◆ **HOW TO COMPLETE THIS TASK**
Starting at the line that contains "Find all labels, symbols" and stopping at the line that contains "Detect all text", transcribe every line of the material below exactly; pictures stay out.
_ _ _ _
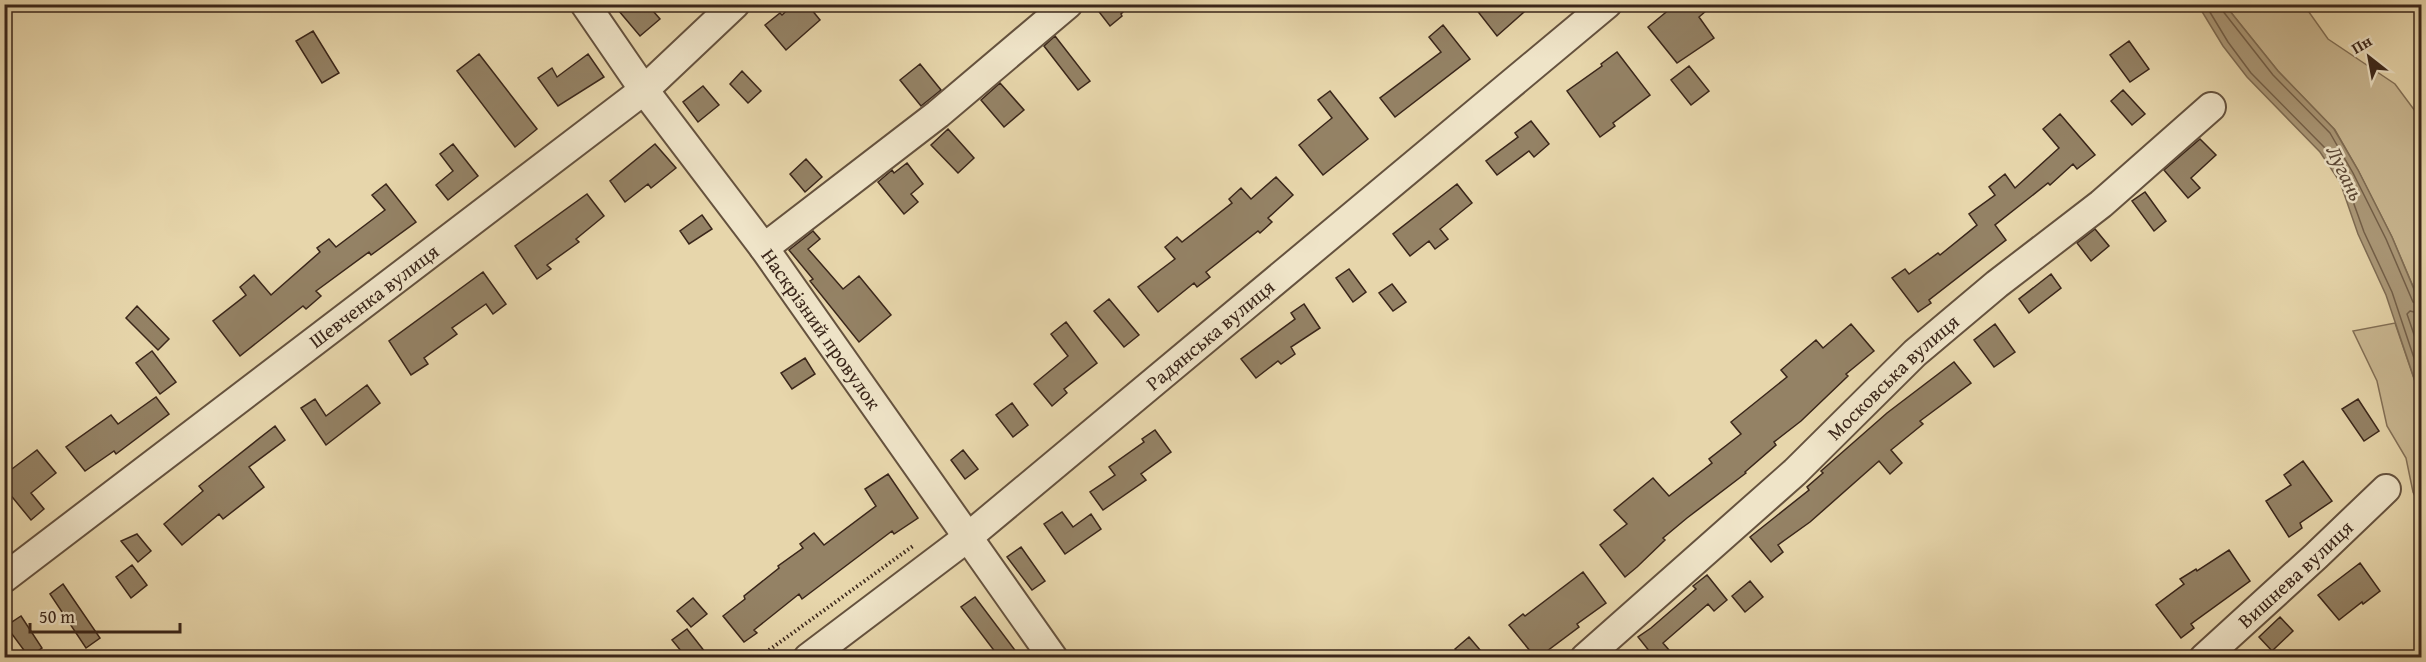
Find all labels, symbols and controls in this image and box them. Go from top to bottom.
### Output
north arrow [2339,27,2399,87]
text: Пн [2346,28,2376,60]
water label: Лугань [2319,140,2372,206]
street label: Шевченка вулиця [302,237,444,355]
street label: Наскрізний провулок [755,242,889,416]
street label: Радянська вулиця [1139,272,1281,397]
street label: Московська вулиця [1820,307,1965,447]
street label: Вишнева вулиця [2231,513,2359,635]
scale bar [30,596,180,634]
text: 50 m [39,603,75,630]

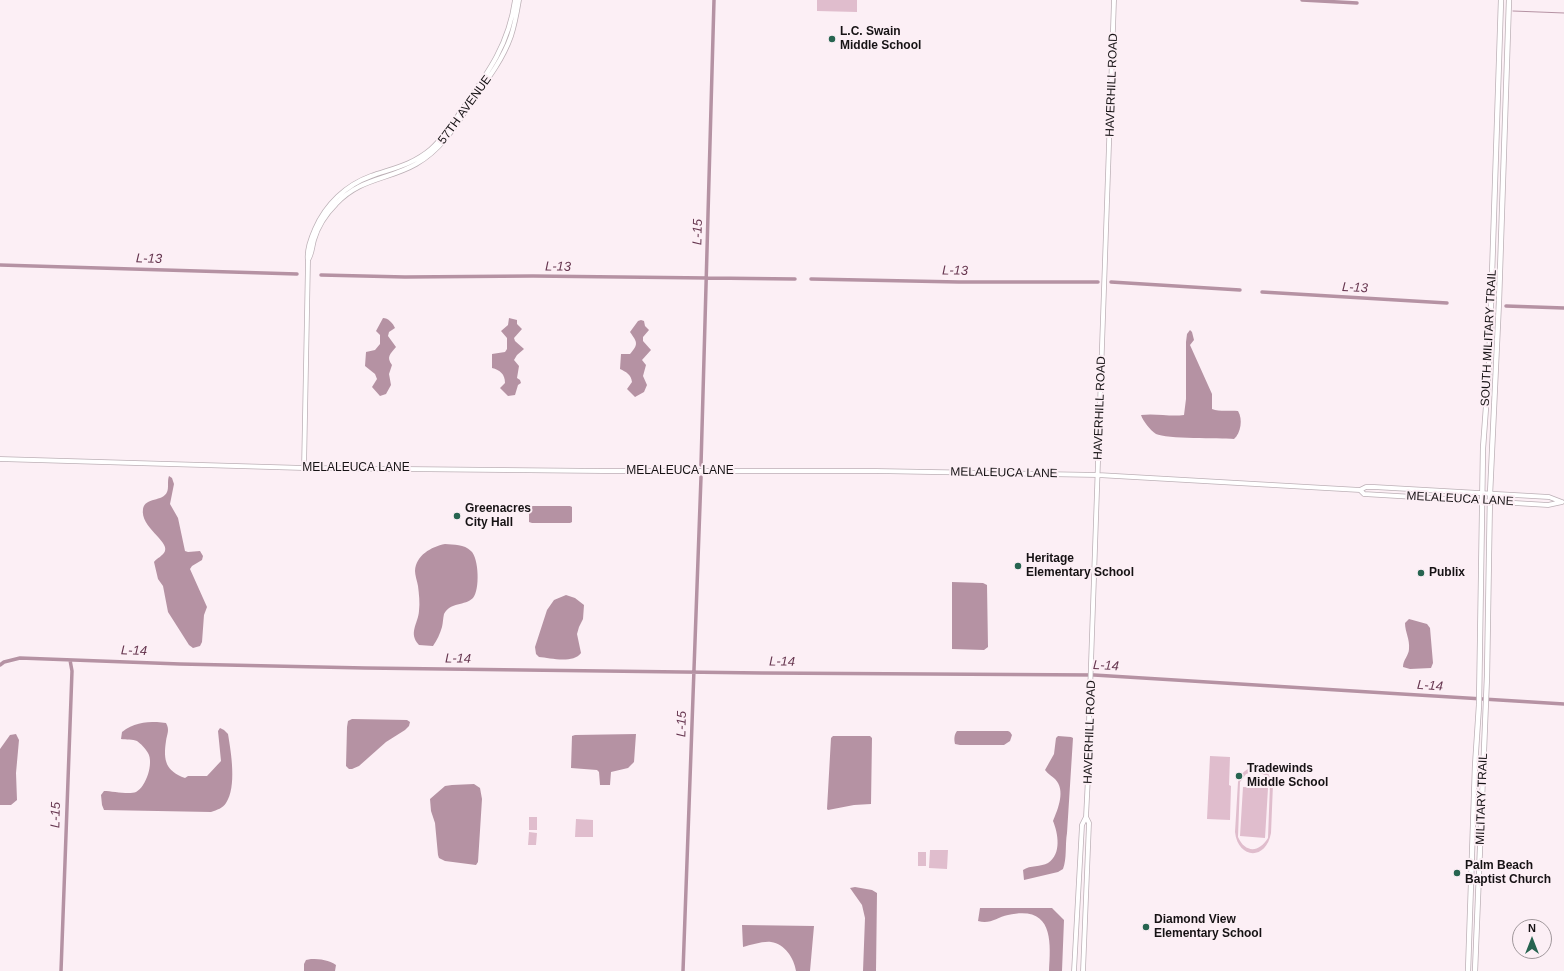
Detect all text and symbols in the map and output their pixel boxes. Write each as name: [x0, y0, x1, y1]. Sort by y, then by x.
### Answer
_ _ _ _
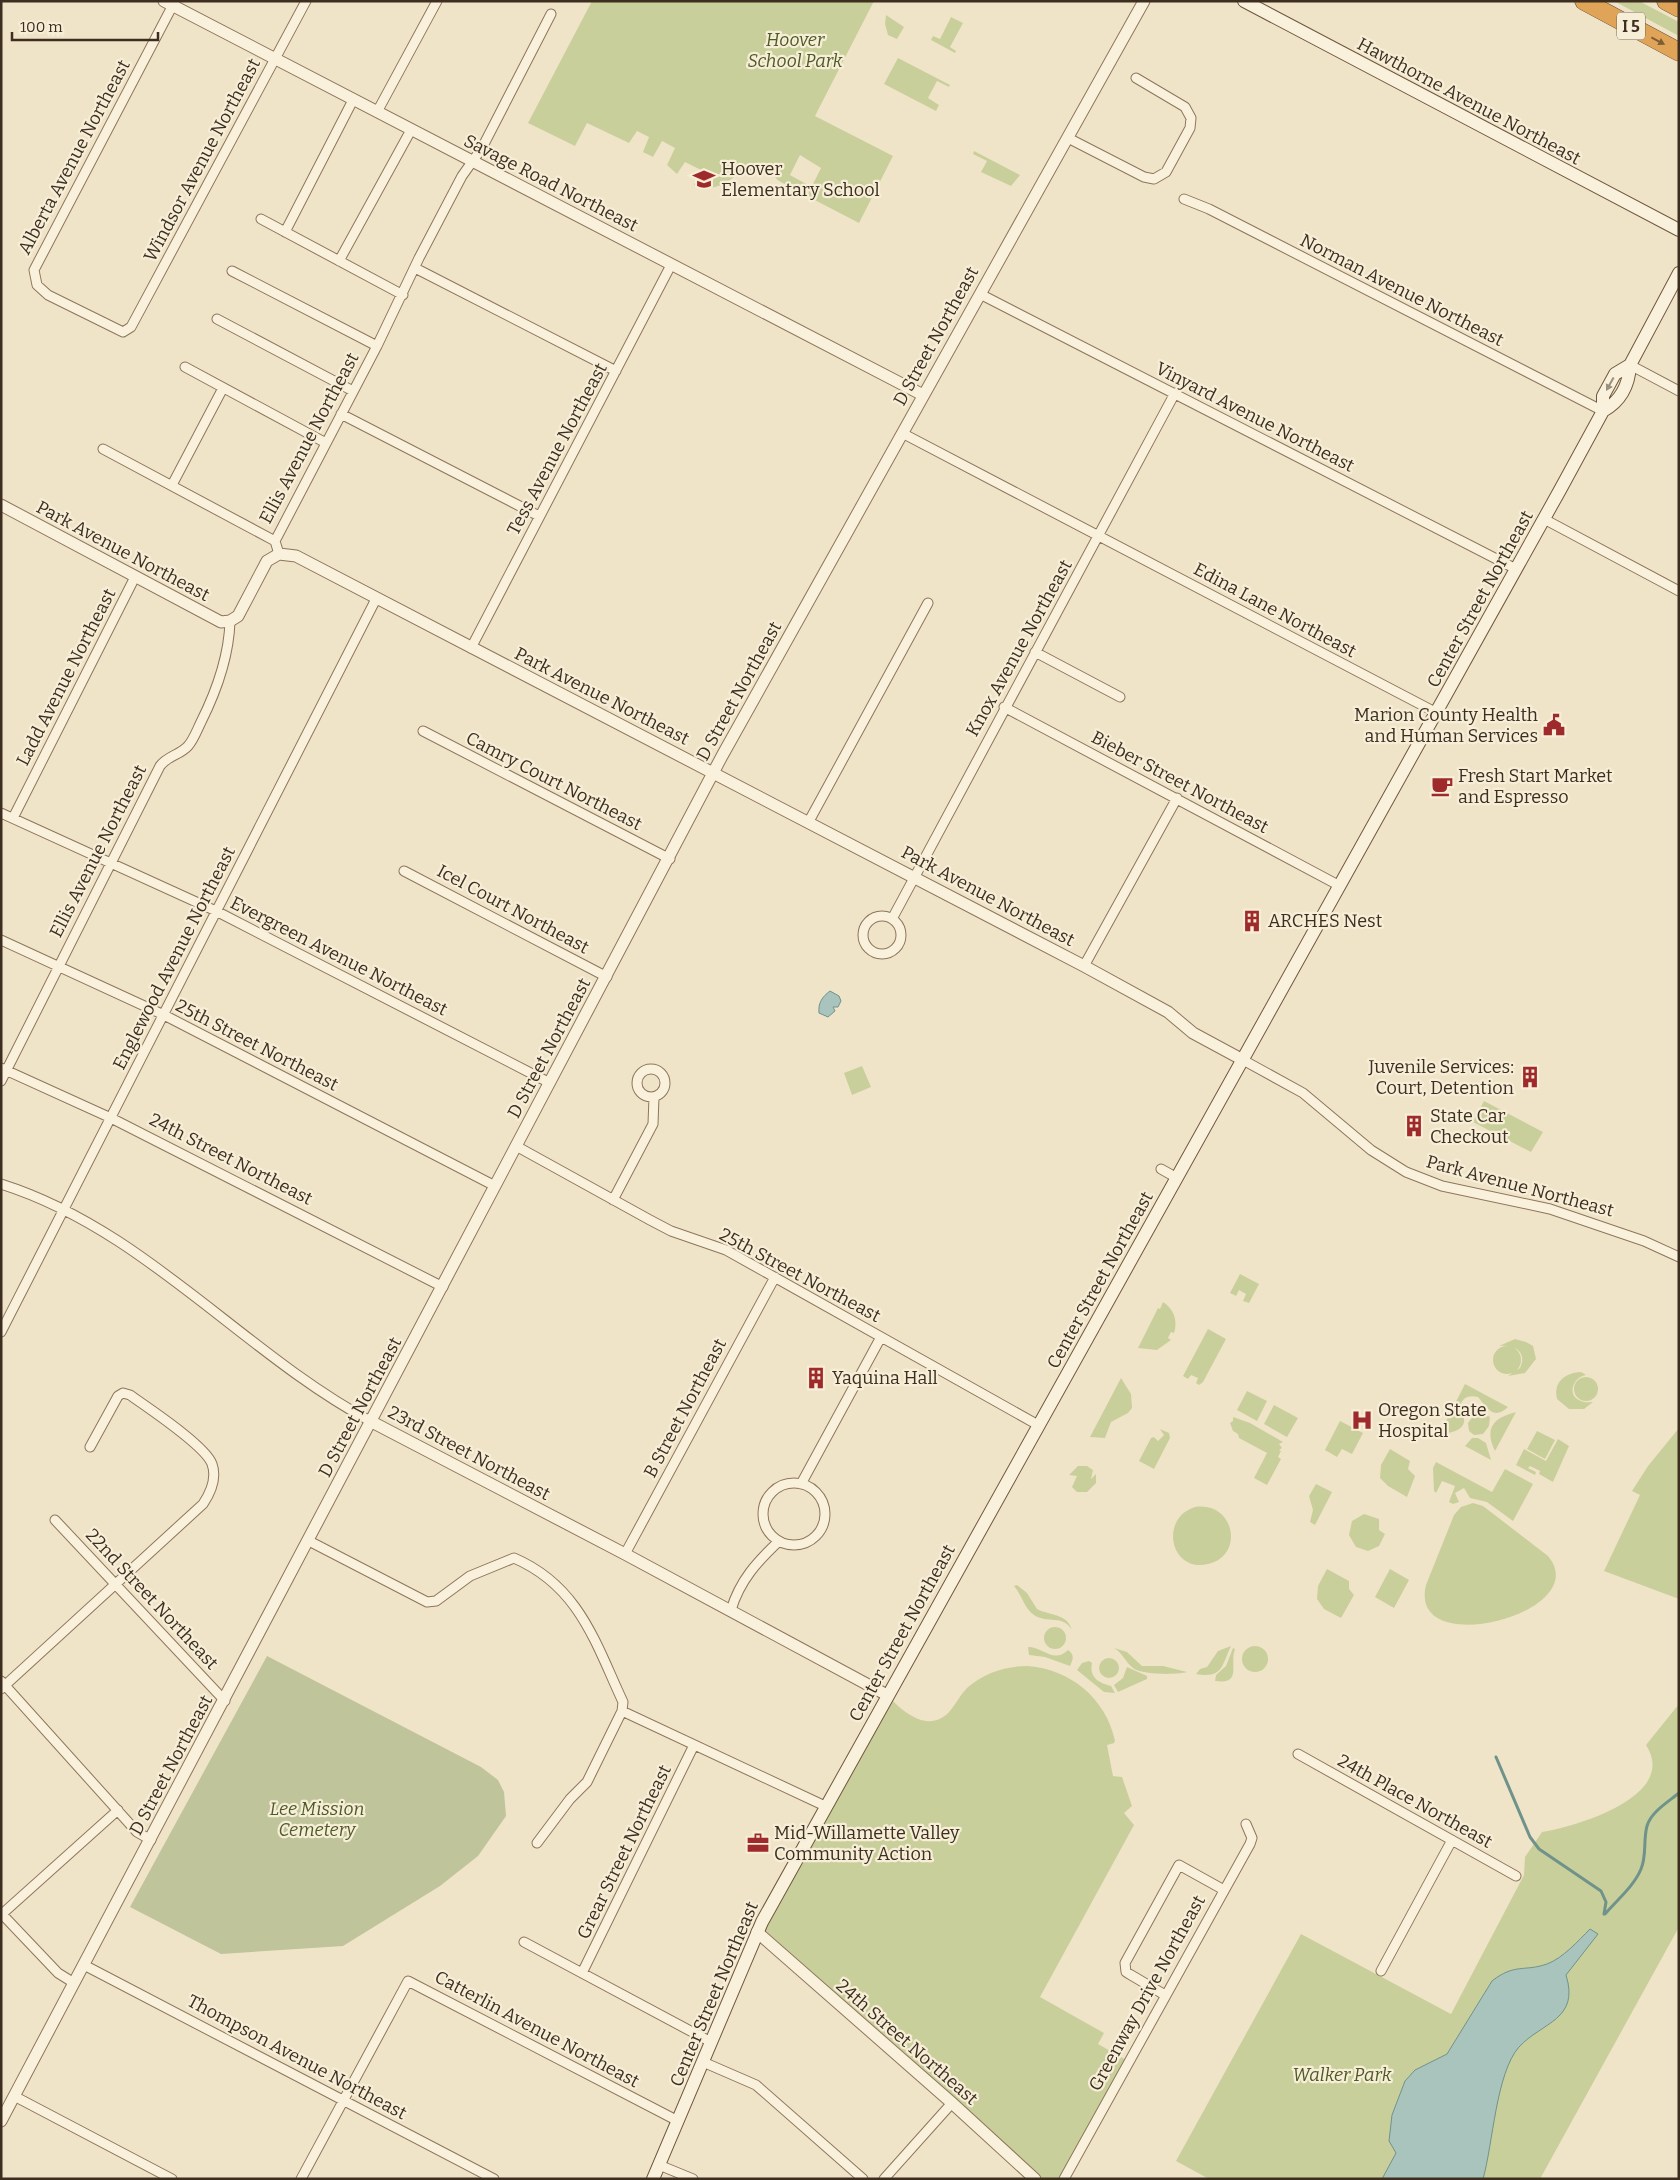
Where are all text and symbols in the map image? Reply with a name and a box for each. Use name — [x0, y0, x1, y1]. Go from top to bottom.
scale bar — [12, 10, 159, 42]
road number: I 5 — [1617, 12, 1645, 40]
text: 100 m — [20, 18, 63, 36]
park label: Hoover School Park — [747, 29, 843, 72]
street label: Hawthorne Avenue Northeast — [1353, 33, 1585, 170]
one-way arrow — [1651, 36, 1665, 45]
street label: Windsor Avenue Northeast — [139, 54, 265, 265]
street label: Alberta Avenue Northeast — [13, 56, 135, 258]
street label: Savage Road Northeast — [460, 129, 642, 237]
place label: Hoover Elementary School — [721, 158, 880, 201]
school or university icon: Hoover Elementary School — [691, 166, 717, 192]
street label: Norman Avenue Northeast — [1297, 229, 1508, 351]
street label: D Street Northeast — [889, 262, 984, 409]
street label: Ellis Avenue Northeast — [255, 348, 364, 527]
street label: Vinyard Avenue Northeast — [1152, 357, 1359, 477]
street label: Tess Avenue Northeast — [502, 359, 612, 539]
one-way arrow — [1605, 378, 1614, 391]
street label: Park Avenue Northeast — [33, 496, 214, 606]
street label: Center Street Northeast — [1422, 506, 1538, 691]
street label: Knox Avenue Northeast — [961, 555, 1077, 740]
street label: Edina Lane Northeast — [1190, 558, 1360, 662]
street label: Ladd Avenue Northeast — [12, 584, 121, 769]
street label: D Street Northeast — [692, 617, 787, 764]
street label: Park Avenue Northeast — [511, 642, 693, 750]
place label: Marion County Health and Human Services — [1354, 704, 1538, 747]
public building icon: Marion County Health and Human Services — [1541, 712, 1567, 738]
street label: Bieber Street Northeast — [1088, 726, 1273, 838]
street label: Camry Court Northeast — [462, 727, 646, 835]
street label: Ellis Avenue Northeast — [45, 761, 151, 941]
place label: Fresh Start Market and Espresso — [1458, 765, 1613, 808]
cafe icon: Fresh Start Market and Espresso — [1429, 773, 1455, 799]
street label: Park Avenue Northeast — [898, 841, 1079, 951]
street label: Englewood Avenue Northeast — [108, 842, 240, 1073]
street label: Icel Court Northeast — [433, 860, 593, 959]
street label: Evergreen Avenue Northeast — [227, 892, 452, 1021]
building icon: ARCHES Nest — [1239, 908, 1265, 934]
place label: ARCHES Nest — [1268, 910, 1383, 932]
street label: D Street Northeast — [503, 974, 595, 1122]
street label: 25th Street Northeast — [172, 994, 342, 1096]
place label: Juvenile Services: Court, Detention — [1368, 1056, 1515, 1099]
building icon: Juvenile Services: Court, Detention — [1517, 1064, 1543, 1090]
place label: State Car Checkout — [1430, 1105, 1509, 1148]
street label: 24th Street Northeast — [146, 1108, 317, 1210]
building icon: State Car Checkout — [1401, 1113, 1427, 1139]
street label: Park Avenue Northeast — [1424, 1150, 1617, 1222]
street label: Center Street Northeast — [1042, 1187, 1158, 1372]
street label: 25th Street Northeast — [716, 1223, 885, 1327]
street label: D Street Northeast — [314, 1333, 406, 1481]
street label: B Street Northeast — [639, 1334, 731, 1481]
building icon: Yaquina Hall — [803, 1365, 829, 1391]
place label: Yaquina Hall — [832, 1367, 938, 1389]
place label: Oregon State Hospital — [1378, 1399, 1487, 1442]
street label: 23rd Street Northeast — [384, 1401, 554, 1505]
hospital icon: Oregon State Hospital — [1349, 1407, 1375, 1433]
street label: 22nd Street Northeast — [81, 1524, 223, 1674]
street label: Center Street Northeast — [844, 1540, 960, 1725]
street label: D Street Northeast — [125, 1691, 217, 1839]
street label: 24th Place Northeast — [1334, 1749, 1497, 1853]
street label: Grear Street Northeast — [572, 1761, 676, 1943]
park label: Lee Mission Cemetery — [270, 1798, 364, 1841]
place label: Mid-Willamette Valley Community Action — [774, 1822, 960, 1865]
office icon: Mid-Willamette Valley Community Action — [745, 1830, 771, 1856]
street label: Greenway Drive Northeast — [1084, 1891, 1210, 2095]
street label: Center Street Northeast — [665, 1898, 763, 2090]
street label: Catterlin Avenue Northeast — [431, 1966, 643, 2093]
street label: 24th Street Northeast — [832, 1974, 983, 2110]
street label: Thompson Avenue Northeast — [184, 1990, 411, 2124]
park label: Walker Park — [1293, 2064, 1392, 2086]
_ _ _ _
◆ **OUTPUT FOR THIS TASK**
Find all labels, symbols and controls in this image and box them. Go from top to bottom.
### Output
north arrow [2339,27,2399,87]
text: Пн [2346,28,2376,60]
water label: Лугань [2319,140,2372,206]
street label: Шевченка вулиця [302,237,444,355]
street label: Наскрізний провулок [755,242,889,416]
street label: Радянська вулиця [1139,272,1281,397]
street label: Московська вулиця [1820,307,1965,447]
street label: Вишнева вулиця [2231,513,2359,635]
scale bar [30,596,180,634]
text: 50 m [39,603,75,630]

Detect all text and symbols in the map and output their pixel boxes. Write each as name: [x0, y0, x1, y1]. Sort by y, then by x.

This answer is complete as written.